Подошел к перекрестку, Нет, это уже переходит всякие границы! Светофор мигал желтым. А до следующего перекрестка идти было уже некогда. Что ж, придется рискнуть. Выбирая момент рвануть через дорогу, услышал громкое: «Ой, батюшки!» Обернулся. На обочине топталась тощая старушонка с клюкой и холщовой авоськой в руках. Осторожно пробовала асфальт носком ботинка, но, завидев очередную машину, отдергивала ногу. Как кошка  воду пробует, подумалось. Классическая такая старушка, в вязаной кофте и платочке. Прямо из детства. С лавочки у подъезда. Он и забыл, что такие бывают. Бабка метнула в него цепкий взгляд и жалостно запричитала: «Да что ж это делается? Милок, помоги, а?»  «Черт», - ругнулся он про себя и вернулся. Бабка вцепилась в руку намертво. Двинулись.
 

Старушенция еле ноги передвигала, но как только мимо носа их просвистел первый гробоподобный «Хаммер», она с кошачьей ловкостью метнулась обратно на обочину. Не выпуская его руки. Он повторно ругнулся, взглянул на часы. Время летело с космической скоростью. Но бабка снова запричитала, и он понял, что бросить ее тут просто не сумеет. Выход? Всегда есть выход! Подхватил ее на руки и шагнул на мостовую. От неожиданности бабка чуть не потеряла клюку и авоську, заохала, но уже через пару секунд сориентировалась, завозилась, устраиваясь поудобнее, обхватила его за шею свободной рукой и довольно заулыбалась: «Прям как невесту меня несешь!» Он хмыкнул, вежливо улыбнулся. Бабка оказалась легкой, и правда – божий одуванчик, дунь – улетит. Улица была неширокая, и они быстро оказались на той стороне. Осторожно начал опускать ношу на тротуар, а  та вдруг охнула, замахала в воздухе руками и - он готов был поклясться, что это так! -  рассчитанным движением засветила ему в глаз авоськой. Небо на мгновение приобрело оранжевый оттенок, и по нему запрыгали два солнца и фонтан электрических брызг.
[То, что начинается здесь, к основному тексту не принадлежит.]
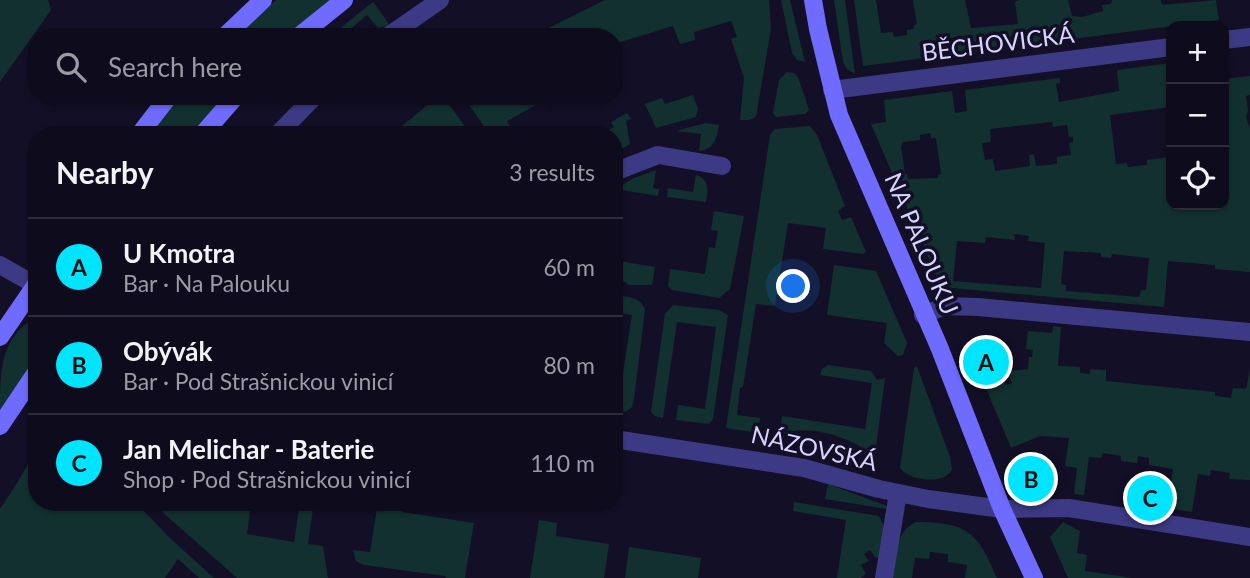 <!DOCTYPE html>
<html lang="en">
<head>
<meta charset="utf-8">
<style>
  :root { --surface:#0e0b1c; --page:#1c1929; --text:#f1f3f6; --muted:#9b9ba3; --line:#2e2b3b; --accent:#00e5ff }
  body { margin:0; font-family:Lato,sans-serif; background:var(--page); color:var(--text) }
  .controls { position:absolute; right:21px; top:21px; display:grid; overflow:hidden; border-radius:14px; box-shadow:0 2px 5px #0004 }
  .controls button { width:63px; height:63px; display:grid; place-items:center; padding:0; border:0; border-bottom:2px solid var(--line); background:var(--surface); color:var(--text); font:35px sans-serif }
  .you { position:absolute; left:794px; top:287px; width:24px; height:24px; margin:-18px; border:5px solid #fff; border-radius:50%; background:#1a73e8; box-shadow:0 0 0 10px #1a73e833 }
  .badge { display:grid; place-items:center; width:46px; height:46px; border-radius:50%; background:var(--accent); color:#111; font-size:23px; font-weight:700 }
  .pin { position:absolute; translate:-50% -50%; border:4px solid #fff; box-shadow:0 2px 7px #0006 }
  .list { margin:0; padding:0; list-style:none }
  h2 { display:flex; justify-content:space-between; align-items:center; height:91px; margin:0; padding:0 28px; font-size:30px }
  h2 small { font-size:23px; font-weight:400; color:var(--muted) }
  .list li { display:grid; grid-template-columns:46px 1fr auto; gap:21px; align-items:center; box-sizing:border-box; height:98px; padding:0 28px; border-top:2px solid var(--line) }
  .list b { display:block; font-size:26px; white-space:nowrap }
  .list p { margin:0; font-size:23px; white-space:nowrap; color:var(--muted) }
  .list em { font-size:23px; font-style:normal; color:var(--muted) }
  .icon { flex:none; width:38px; height:38px; fill:none; stroke:currentColor; stroke-width:2; stroke-linecap:round; stroke-linejoin:round }
  .map { position:relative; flex:none; width:1250px; height:578px; overflow:hidden }
  .search { position:absolute; background:var(--surface); box-shadow:0 2px 5px #0004; left:28px; top:28px; width:595px; height:77px; display:flex; align-items:center; gap:18px; box-sizing:border-box; padding:0 24px; border-radius:28px; color:var(--muted); font-size:26px }
  .panel { position:absolute; background:var(--surface); box-shadow:0 2px 5px #0004; left:28px; top:126px; width:595px; height:385px; border-radius:28px }
  .map>svg:first-child { display:block }
  .green { fill:#12302f; fill-rule:evenodd }
  .lines { fill:none; stroke-linecap:round; stroke-linejoin:round }
  .street { stroke:#3d3a85; stroke-width:18 }
  .secondary { stroke:#6f6bff; stroke-width:18 }
  .labels { text-anchor:middle; stroke-width:7; stroke-linejoin:round; paint-order:stroke }
  .street-label { font-size:24px; fill:#d9d4ff; stroke:#130f26 }
</style>
</head>
<body>
<div class="map">
<svg width="1250" height="578" viewBox="0 0 1250 578">
  <rect width="100%" height="100%" fill="#130f26"/>
  <!-- green -->
  <path class="green" d="M 0,0 L 48,0 L 51,10 L 0,82 Z
    M 276,0 L 330,0 L 286,37 L 236,37 Z
    M 605,0 L 769,0 L 771,29 L 756,117 L 749,120 L 740,120 L 744,78 L 731,39 L 737,37 L 731,21 L 694,32 L 695,40 L 680,44 L 673,26 L 614,44 L 614,37 L 530,37 Z
    M 781,0 L 790,0 L 805,62 L 797,60 L 792,53 Z
    M 834,0 L 845,0 L 855,74 L 847,69 L 843,62 Z
    M 854,0 L 876,0 L 881,33 L 893,32 L 894,37 L 907,35 L 907,30 L 914,29 L 914,25 L 917,24 L 913,0 L 965,0 L 971,28 L 1018,24 L 1015,2 L 1020,0 L 1068,0 L 1072,16 L 1082,17 L 1103,11 L 1102,5 L 1111,4 L 1112,0 L 1161,0 L 1162,5 L 1216,0 L 1219,20 L 863,66 Z
    M 373,2 L 388,22 L 388,26 L 378,28 L 367,15 L 341,37 L 329,37 Z
    M 1171,63 L 1171,107 L 1110,115 L 1116,164 L 1127,163 L 1128,167 L 1147,165 L 1147,160 L 1171,157 L 1171,205 L 1224,205 L 1224,79 L 1250,76 L 1250,95 L 1246,96 L 1248,110 L 1246,118 L 1250,128 L 1250,272 L 1215,269 L 1215,265 L 1168,261 L 1164,307 L 941,287 L 871,124 L 886,122 L 884,100 L 952,91 L 955,113 L 967,111 L 965,90 L 1060,78 L 1060,83 L 1056,84 L 1059,102 L 1119,91 L 1117,70 ZM 1052,122 L 1053,127 L 1067,125 L 1069,137 L 1073,137 L 1073,142 L 1069,143 L 1071,155 L 1057,157 L 1057,164 L 1036,166 L 1034,154 L 1029,155 L 1030,166 L 995,171 L 993,159 L 985,160 L 982,143 L 991,142 L 990,129 ZM 930,133 L 931,138 L 936,138 L 941,174 L 938,175 L 938,178 L 908,179 L 907,174 L 905,174 L 901,146 L 903,142 L 920,140 L 920,135 ZM 1014,234 L 1029,236 L 1028,241 L 1045,243 L 1041,288 L 953,281 L 957,241 L 985,243 L 986,237 L 1015,240 ZM 1064,251 L 1101,253 L 1101,257 L 1111,258 L 1112,254 L 1149,258 L 1146,290 L 1141,290 L 1139,297 L 1066,291 L 1066,285 L 1061,284 Z
    M 787,72 L 794,73 L 798,77 L 809,110 L 805,114 L 776,117 L 773,113 L 779,80 Z
    M 693,95 L 698,109 L 696,117 L 656,128 L 645,104 L 662,98 L 665,104 Z
    M 179,96 L 225,96 L 193,135 L 148,135 Z
    M 427,96 L 443,96 L 471,135 L 391,135 L 431,102 Z
    M 463,96 L 557,96 L 558,98 L 544,106 L 541,102 L 507,121 L 515,135 L 490,135 Z
    M 627,113 L 631,119 L 626,121 L 630,144 L 614,153 L 614,135 L 600,135 L 614,127 L 611,122 Z
    M 705,123 L 719,125 C 717,138 714,150 699,151 L 701,134 L 676,131 Z
    M 810,126 L 817,135 L 845,206 L 838,211 L 842,220 L 851,217 L 866,252 L 863,254 L 823,249 L 826,228 L 788,223 L 775,306 L 756,304 L 743,387 L 740,388 L 737,415 L 760,418 L 758,433 L 726,428 L 770,135 L 775,129 Z
    M 656,170 L 653,188 L 659,189 L 658,196 L 615,189 L 634,178 Z
    M 696,175 C 710,179 708,191 706,202 L 667,197 L 668,188 L 693,192 Z
    M 714,211 L 744,216 L 730,289 L 719,298 L 672,290 L 668,286 L 670,269 L 705,274 L 709,247 L 715,248 L 718,231 L 711,230 Z
    M 614,233 L 623,234 L 619,261 L 655,267 L 652,285 L 629,285 L 614,275 Z
    M 834,265 L 876,271 L 907,343 L 903,355 L 898,356 L 884,343 L 887,323 L 827,315 Z
    M 614,295 C 627,297 641,296 645,310 L 634,399 L 632,407 L 626,412 L 617,411 L 632,315 L 614,312 Z
    M 673,305 L 719,310 L 728,315 L 713,419 L 709,424 L 676,420 L 678,405 L 705,409 L 716,327 L 677,322 L 663,418 L 655,416 L 651,412 L 665,314 Z
    M 30,321 L 37,321 L 37,358 L 0,411 C 0,373 0,342 30,321 Z
    M 1053,326 L 1061,327 L 1058,366 L 1080,367 L 1080,373 L 1090,374 L 1090,369 L 1106,370 L 1106,381 L 1215,392 L 1215,396 L 1231,398 L 1233,388 L 1246,389 L 1250,369 L 1250,480 L 1229,479 L 1230,473 L 1211,470 L 1210,476 L 1198,474 L 1192,512 L 1167,508 L 1173,469 L 1149,465 L 1149,458 L 1138,456 L 1137,463 L 1121,461 L 1121,456 L 1103,453 L 1101,458 L 1089,457 L 1084,495 L 1074,494 L 1077,468 L 1065,466 L 1069,438 L 1040,436 L 1011,448 L 983,381 L 989,378 L 993,387 L 1005,382 L 1006,385 L 1012,383 L 1007,371 L 1028,369 L 1029,357 L 1032,357 L 1033,350 L 1026,349 L 1028,331 L 1052,333 Z
    M 828,365 L 871,371 L 877,380 L 885,378 L 875,455 C 849,438 808,421 779,436 L 782,416 L 865,429 L 872,383 L 820,375 L 822,369 Z
    M 917,366 L 950,457 L 952,470 C 944,485 909,481 900,468 L 914,368 Z
    M 37,447 L 37,502 L 135,502 L 171,539 L 214,578 L 199,578 L 178,559 L 165,578 L 0,578 L 0,509 L 19,480 Z
    M 828,484 L 887,506 L 887,509 L 825,499 Z
    M 155,502 L 251,502 L 247,534 L 294,542 L 300,502 L 314,502 L 308,544 L 323,546 L 328,578 L 237,578 L 161,511 Z
    M 378,502 L 403,502 L 402,512 L 474,523 L 465,578 L 446,578 L 445,576 L 364,565 L 356,561 L 353,550 L 370,552 Z
    M 794,502 L 879,516 L 884,526 L 881,556 L 876,558 L 870,550 L 864,554 L 869,561 L 861,565 L 866,574 L 861,578 L 837,578 L 846,520 L 793,511 Z
    M 539,520 L 557,523 L 556,536 L 609,544 L 604,578 L 530,578 Z
    M 916,522 C 968,522 978,533 997,578 L 965,578 L 967,565 L 948,562 L 948,554 L 930,552 L 929,559 L 915,558 L 912,578 L 890,578 C 894,557 895,532 916,522 Z
    M 1063,522 L 1080,531 L 1077,553 L 1087,555 L 1085,571 L 1134,578 L 1068,578 L 1050,537 Z
    M 629,547 L 701,558 L 698,578 L 625,578 Z"/>
  <g class="lines">
    <!-- street -->
    <path class="street" d="M 387,37 L 440,0
      M 1224,40 L 1250,37
      M 832,90 L 1171,47
      M 277,135 L 315,96
      M 614,172 L 658,155 L 722,166
      M 0,265 L 37,286
      M 923,315 L 945,306 L 978,307 L 1250,332
      M 614,439 L 804,468 L 879,489 L 928,499 L 1002,509 L 1069,508 L 1250,537
      M 884,578 L 898,493"/>
    <!-- secondary -->
    <path class="secondary" d="M 813,0 L 818,29 L 839,115 L 940,349 L 1002,509 L 1034,578
      M 224,37 L 263,0
      M 298,37 L 344,0
      M 139,135 L 169,96
      M 202,135 L 236,96
      M 0,337 L 37,283
      M 0,426 L 37,371"/>
  </g>
  <g class="labels">
    <!-- street labels -->
    <g class="street-label">
      <text transform="translate(998 44) rotate(-7)" y="8">BĚCHOVICKÁ</text>
      <text transform="translate(921 244) rotate(67)" y="8">NA PALOUKU</text>
      <text transform="translate(814 449) rotate(13)" y="8">NÁZOVSKÁ</text>
    </g>
  </g>
</svg>
<div class="controls">
<button>+</button>
<button>−</button>
<button><svg class="icon" aria-label="locate" viewBox="0 0 24 24"><circle cx="12" cy="12" r="6"/><path d="M12 2v4M12 18v4M2 12h4M18 12h4"/></svg></button>
</div>
<div class="you"></div>
<div class="pin badge" style="left:986px;top:362px">A</div>
<div class="pin badge" style="left:1031px;top:479px">B</div>
<div class="pin badge" style="left:1150px;top:498px">C</div>
<div class="search"><svg class="icon" aria-label="search" viewBox="0 0 24 24"><circle cx="10" cy="10" r="6"/><path d="M15 15l6 6"/></svg>Search here</div>
<section class="panel">
<h2>Nearby<small>3 results</small></h2>
<ul class="list">
<li><span class="badge">A</span><div><b>U Kmotra</b><p>Bar · Na Palouku</p></div><em>60 m</em></li>
<li><span class="badge">B</span><div><b>Obývák</b><p>Bar · Pod Strašnickou vinicí</p></div><em>80 m</em></li>
<li><span class="badge">C</span><div><b>Jan Melichar - Baterie</b><p>Shop · Pod Strašnickou vinicí</p></div><em>110 m</em></li>
</ul>
</section>
</div>
</body>
</html>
Он ошарашенно уставился здоровым глазом на «одуванчика», а та, как ни в чем не бывало, сосредоточенно копалась в авоське, приговаривая: «Вот спасибо, милок, дай бог тебе здоровья, девушку тебе хорошую» - и что-то еще, он не разобрал. Вдруг она взглянула на него неожиданно яркими зеленущими глазами, в глубину которых искорками метнулись лукавые чертики и заботливо спросила: «Случилось че, касатик?» От удивления ушибленный глаз распахнулся, и из него опять посыпались искры.  «Да нет, все в порядке. Я пойду?» - «Ой, спасибо тебе, иди, конечно, ты наверно торопишься, - спохватилась бабка. - Ты иди, иди, успеешь еще!»  Он сделал пару шагов, но она опять окликнула его: «Касатик, погоди, яблочко возьми!» - «Спасибо, не надо» - вежливо ответил он, теряя терпение, и тут же почувствовал цепкую лапку у себя на рукаве и гладкую прохладу в ладони.  «Ну, иди уже» - напутствовала его она. Еще раз поблагодарил и ускорил шаг.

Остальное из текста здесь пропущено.